§ **Instructions for the task**
In your copy of the data, omit the pictures and keep all else exactly as given.

[Collected data]
* * *

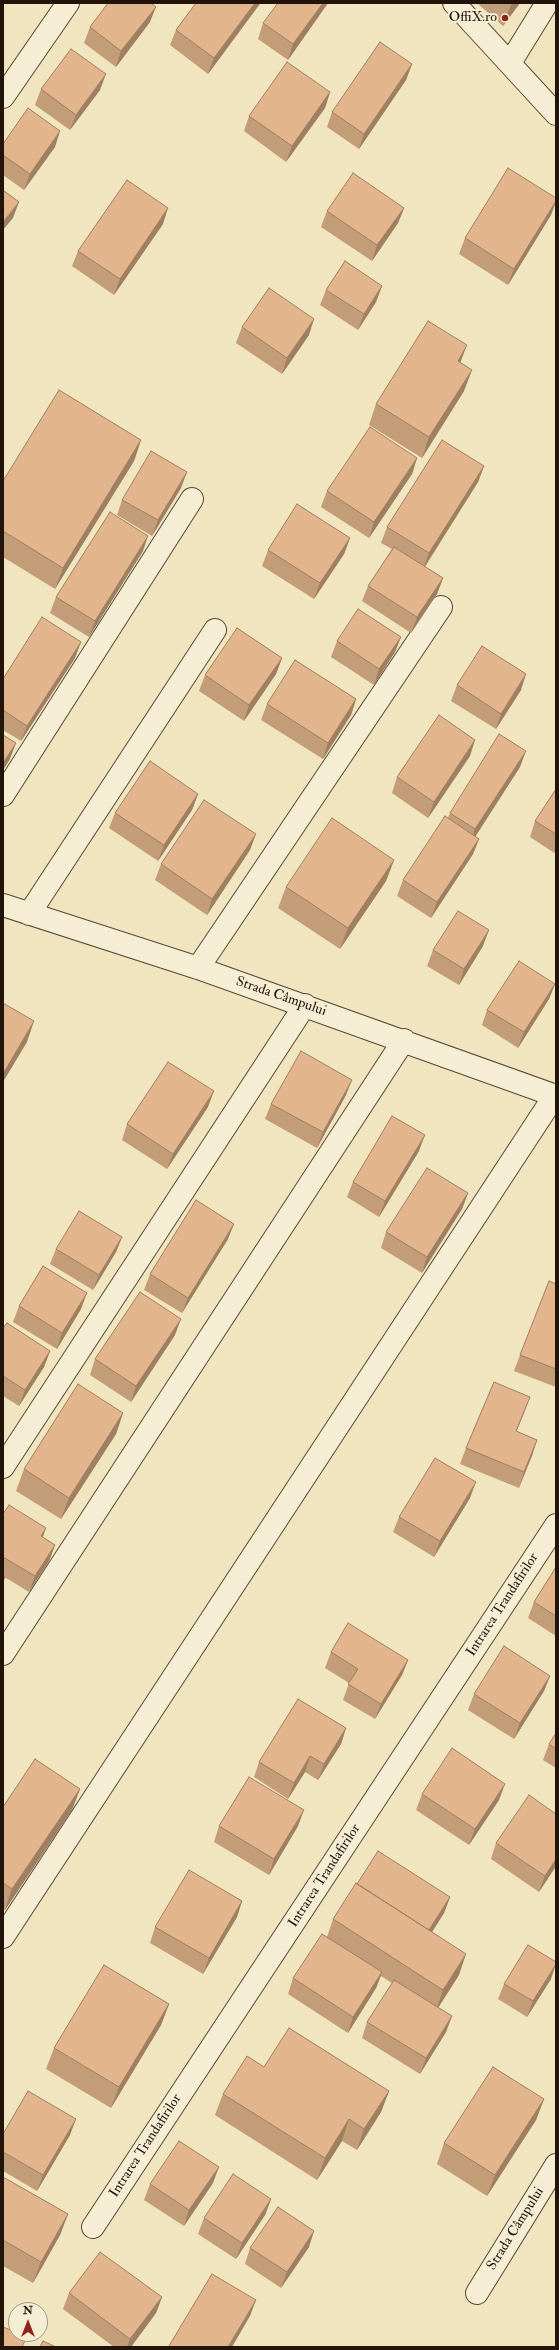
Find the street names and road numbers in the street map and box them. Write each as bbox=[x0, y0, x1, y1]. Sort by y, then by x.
street label: Strada Câmpului bbox=[234, 974, 328, 1020]
street label: Intrarea Trandafirilor bbox=[463, 1550, 543, 1660]
street label: Intrarea Trandafirilor bbox=[285, 1821, 365, 1931]
street label: Intrarea Trandafirilor bbox=[106, 2091, 186, 2201]
street label: Strada Câmpului bbox=[484, 2185, 548, 2273]

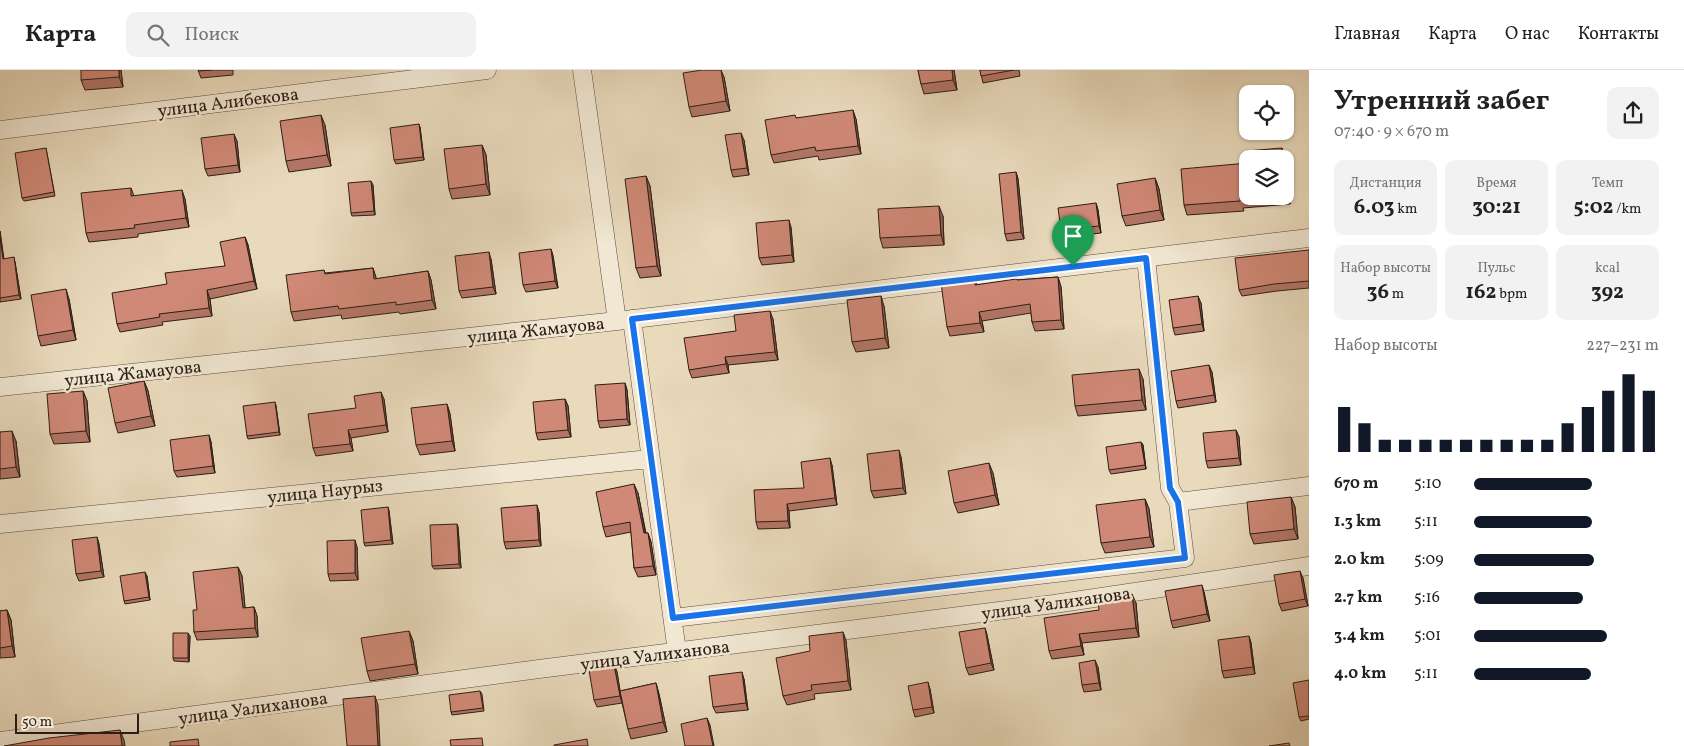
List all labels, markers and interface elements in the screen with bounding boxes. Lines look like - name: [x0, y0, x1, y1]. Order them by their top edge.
- search box: [126, 12, 476, 57]
- text: Карта: [25, 18, 96, 52]
- icon: search: [144, 21, 172, 49]
- text: Поиск: [184, 22, 239, 48]
- text: Главная: [1334, 22, 1400, 47]
- text: Карта: [1428, 22, 1477, 47]
- text: О нас: [1505, 22, 1550, 47]
- text: Контакты: [1578, 22, 1659, 47]
- street label: улица Алибекова: [156, 82, 300, 125]
- text: Утренний забег: [1334, 82, 1549, 121]
- map controls: [1239, 85, 1294, 205]
- button: locate: [1239, 85, 1294, 140]
- button: share: [1607, 87, 1659, 139]
- text: 07:40 · 9 × 670 m: [1334, 121, 1449, 143]
- button: layers: [1239, 150, 1294, 205]
- text: Дистанция: [1349, 174, 1422, 193]
- text: Время: [1476, 174, 1517, 193]
- text: Темп: [1592, 174, 1623, 193]
- text: 6.03: [1354, 193, 1395, 222]
- text: 30:21: [1472, 193, 1521, 222]
- text: 5:02: [1574, 193, 1613, 222]
- text: km: [1395, 200, 1417, 219]
- text: /km: [1613, 200, 1641, 219]
- pin: [1052, 215, 1094, 266]
- icon: arrive: [1059, 222, 1087, 250]
- text: Набор высоты: [1340, 259, 1431, 278]
- text: Пульс: [1478, 259, 1515, 278]
- text: kcal: [1595, 259, 1620, 278]
- text: 36: [1367, 278, 1389, 307]
- text: 162: [1466, 278, 1497, 307]
- text: 392: [1591, 278, 1624, 307]
- text: m: [1389, 285, 1404, 304]
- text: bpm: [1497, 285, 1527, 304]
- street label: улица Жамауова: [466, 312, 606, 351]
- text: Набор высоты: [1334, 335, 1438, 357]
- text: 227–231 m: [1586, 335, 1659, 357]
- street label: улица Жамауова: [63, 355, 203, 394]
- text: 670 m: [1334, 473, 1378, 495]
- text: 5:10: [1414, 473, 1441, 495]
- street label: улица Наурыз: [266, 474, 384, 511]
- text: 1.3 km: [1334, 511, 1381, 533]
- text: 5:11: [1414, 511, 1438, 533]
- text: 2.0 km: [1334, 549, 1385, 571]
- text: 5:09: [1414, 549, 1444, 571]
- street label: улица Уалиханова: [980, 582, 1132, 627]
- text: 2.7 km: [1334, 587, 1382, 609]
- text: 5:16: [1414, 587, 1440, 609]
- text: 3.4 km: [1334, 625, 1385, 647]
- text: 5:01: [1414, 625, 1441, 647]
- street label: улица Уалиханова: [579, 635, 731, 678]
- text: 4.0 km: [1334, 663, 1386, 685]
- text: 5:11: [1414, 663, 1438, 685]
- street label: улица Уалиханова: [177, 687, 329, 732]
- scale bar: [15, 711, 139, 734]
- text: 50 m: [22, 713, 52, 732]

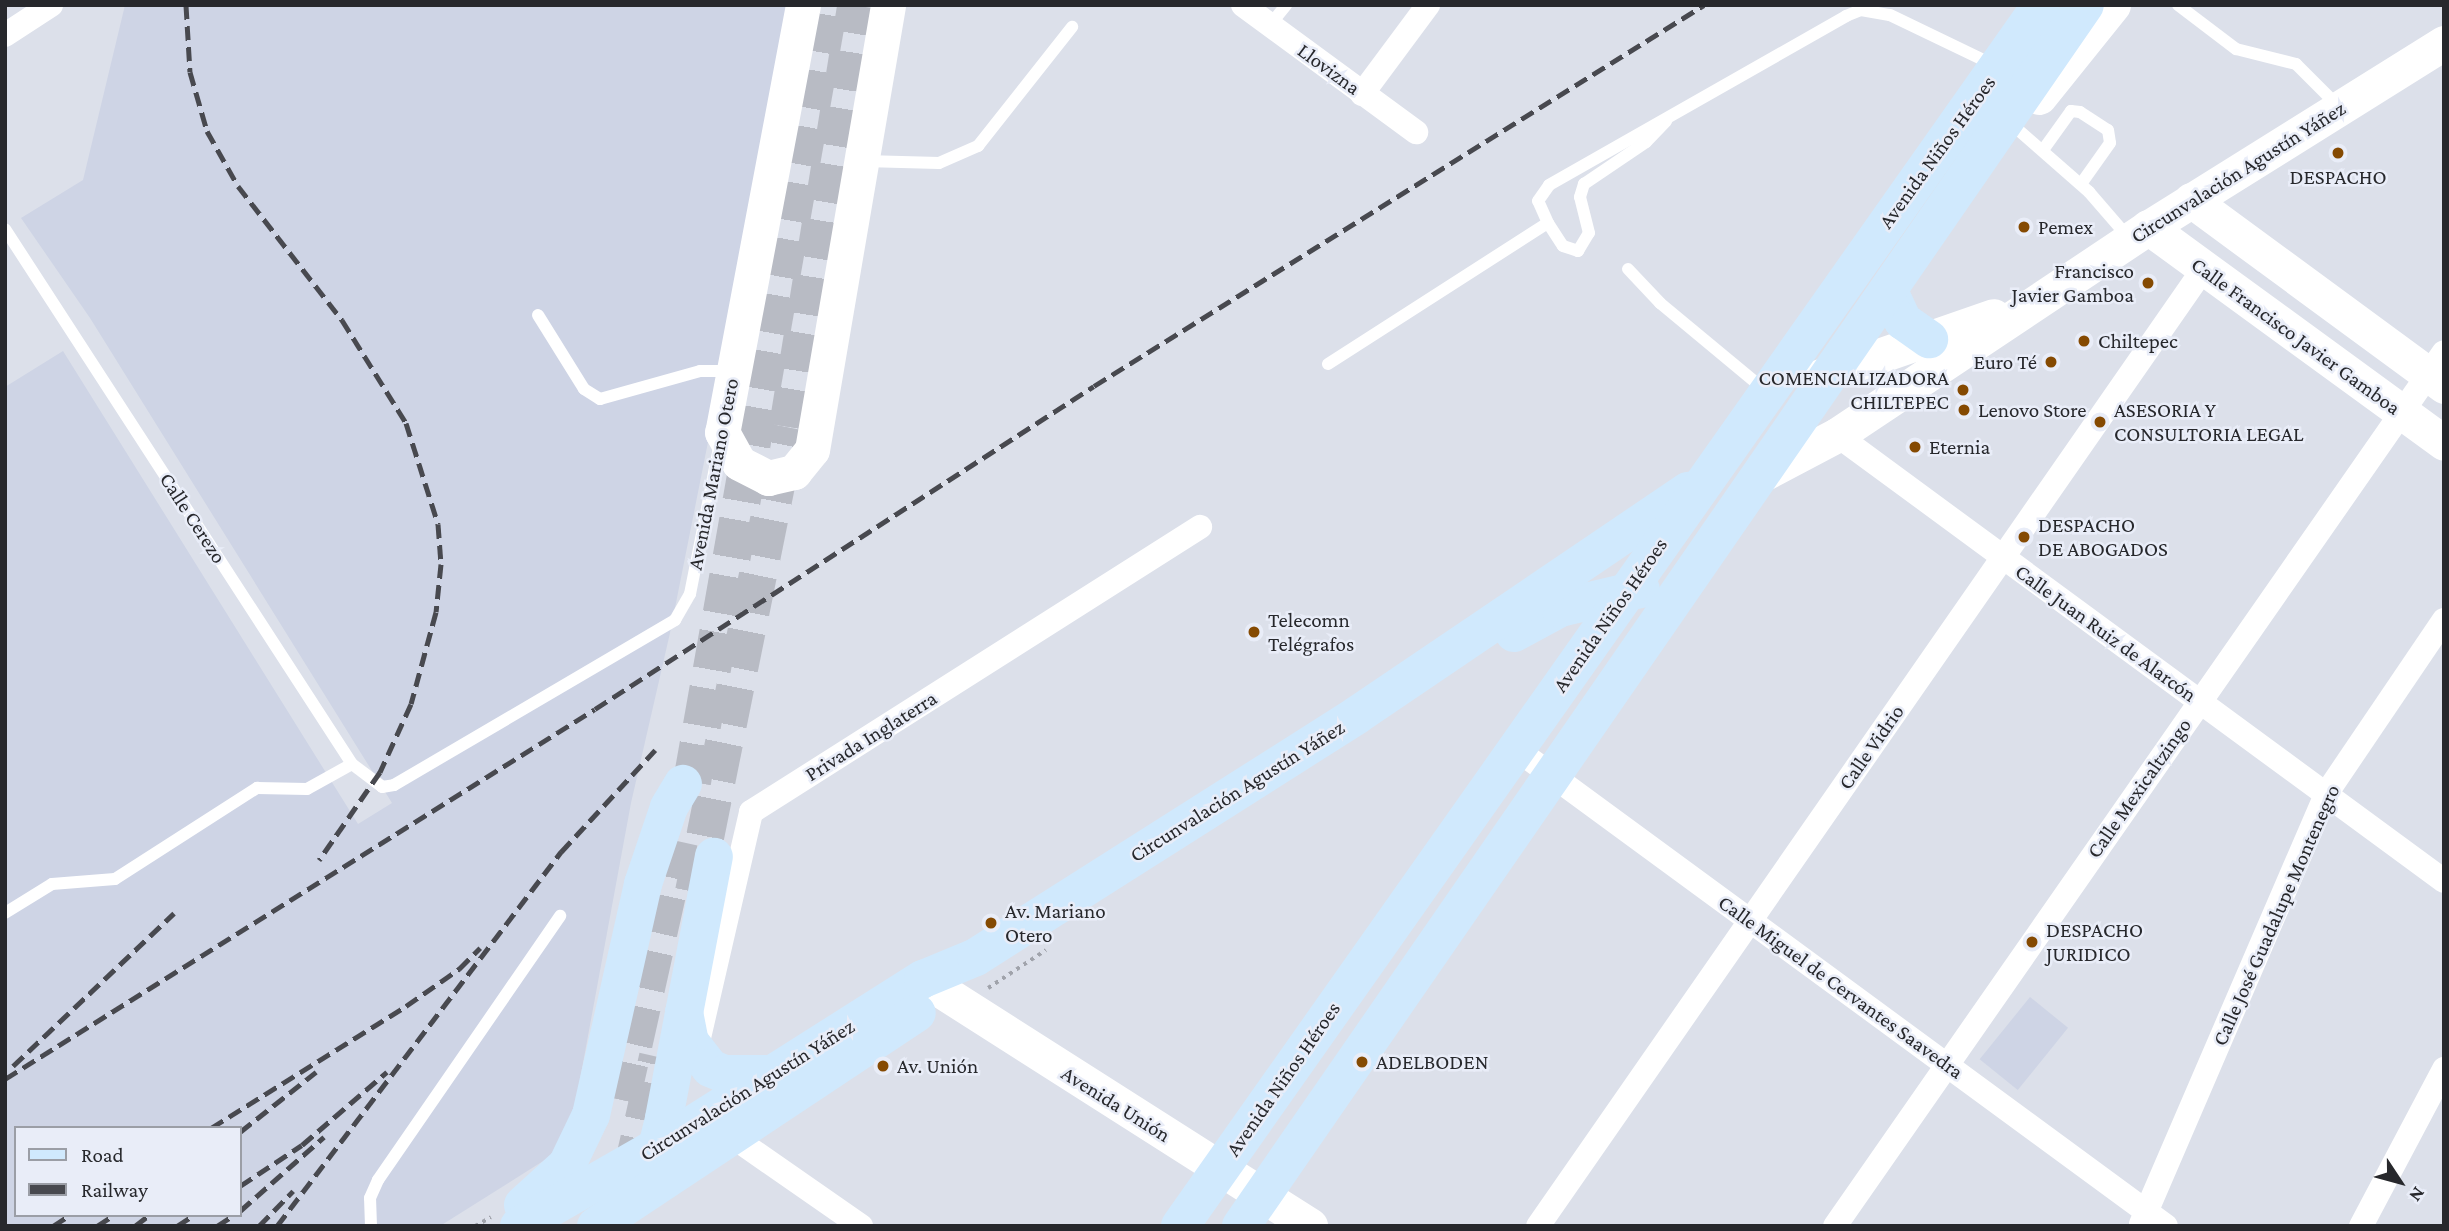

* * *

§ **Exercise result**
Find the street names and road numbers in the street map and box them. Write each as bbox=[x0, y0, x1, y1]. Sort by y, then by x.
street label: Strada Câmpului bbox=[234, 974, 328, 1020]
street label: Intrarea Trandafirilor bbox=[463, 1550, 543, 1660]
street label: Intrarea Trandafirilor bbox=[285, 1821, 365, 1931]
street label: Intrarea Trandafirilor bbox=[106, 2091, 186, 2201]
street label: Strada Câmpului bbox=[484, 2185, 548, 2273]

List all labels, markers and interface elements in the screen with bounding boxes. Lines look like - name: [x0, y0, x1, y1]. Order them by their top edge.
- search box: [126, 12, 476, 57]
- text: Карта: [25, 18, 96, 52]
- icon: search: [144, 21, 172, 49]
- text: Поиск: [184, 22, 239, 48]
- text: Главная: [1334, 22, 1400, 47]
- text: Карта: [1428, 22, 1477, 47]
- text: О нас: [1505, 22, 1550, 47]
- text: Контакты: [1578, 22, 1659, 47]
- street label: улица Алибекова: [156, 82, 300, 125]
- text: Утренний забег: [1334, 82, 1549, 121]
- map controls: [1239, 85, 1294, 205]
- button: locate: [1239, 85, 1294, 140]
- button: share: [1607, 87, 1659, 139]
- text: 07:40 · 9 × 670 m: [1334, 121, 1449, 143]
- button: layers: [1239, 150, 1294, 205]
- text: Дистанция: [1349, 174, 1422, 193]
- text: Время: [1476, 174, 1517, 193]
- text: Темп: [1592, 174, 1623, 193]
- text: 6.03: [1354, 193, 1395, 222]
- text: 30:21: [1472, 193, 1521, 222]
- text: 5:02: [1574, 193, 1613, 222]
- text: km: [1395, 200, 1417, 219]
- text: /km: [1613, 200, 1641, 219]
- pin: [1052, 215, 1094, 266]
- icon: arrive: [1059, 222, 1087, 250]
- text: Набор высоты: [1340, 259, 1431, 278]
- text: Пульс: [1478, 259, 1515, 278]
- text: kcal: [1595, 259, 1620, 278]
- text: 36: [1367, 278, 1389, 307]
- text: 162: [1466, 278, 1497, 307]
- text: 392: [1591, 278, 1624, 307]
- text: m: [1389, 285, 1404, 304]
- text: bpm: [1497, 285, 1527, 304]
- street label: улица Жамауова: [466, 312, 606, 351]
- text: Набор высоты: [1334, 335, 1438, 357]
- text: 227–231 m: [1586, 335, 1659, 357]
- street label: улица Жамауова: [63, 355, 203, 394]
- text: 670 m: [1334, 473, 1378, 495]
- text: 5:10: [1414, 473, 1441, 495]
- street label: улица Наурыз: [266, 474, 384, 511]
- text: 1.3 km: [1334, 511, 1381, 533]
- text: 5:11: [1414, 511, 1438, 533]
- text: 2.0 km: [1334, 549, 1385, 571]
- text: 5:09: [1414, 549, 1444, 571]
- street label: улица Уалиханова: [980, 582, 1132, 627]
- text: 2.7 km: [1334, 587, 1382, 609]
- text: 5:16: [1414, 587, 1440, 609]
- text: 3.4 km: [1334, 625, 1385, 647]
- text: 5:01: [1414, 625, 1441, 647]
- street label: улица Уалиханова: [579, 635, 731, 678]
- text: 4.0 km: [1334, 663, 1386, 685]
- text: 5:11: [1414, 663, 1438, 685]
- street label: улица Уалиханова: [177, 687, 329, 732]
- scale bar: [15, 711, 139, 734]
- text: 50 m: [22, 713, 52, 732]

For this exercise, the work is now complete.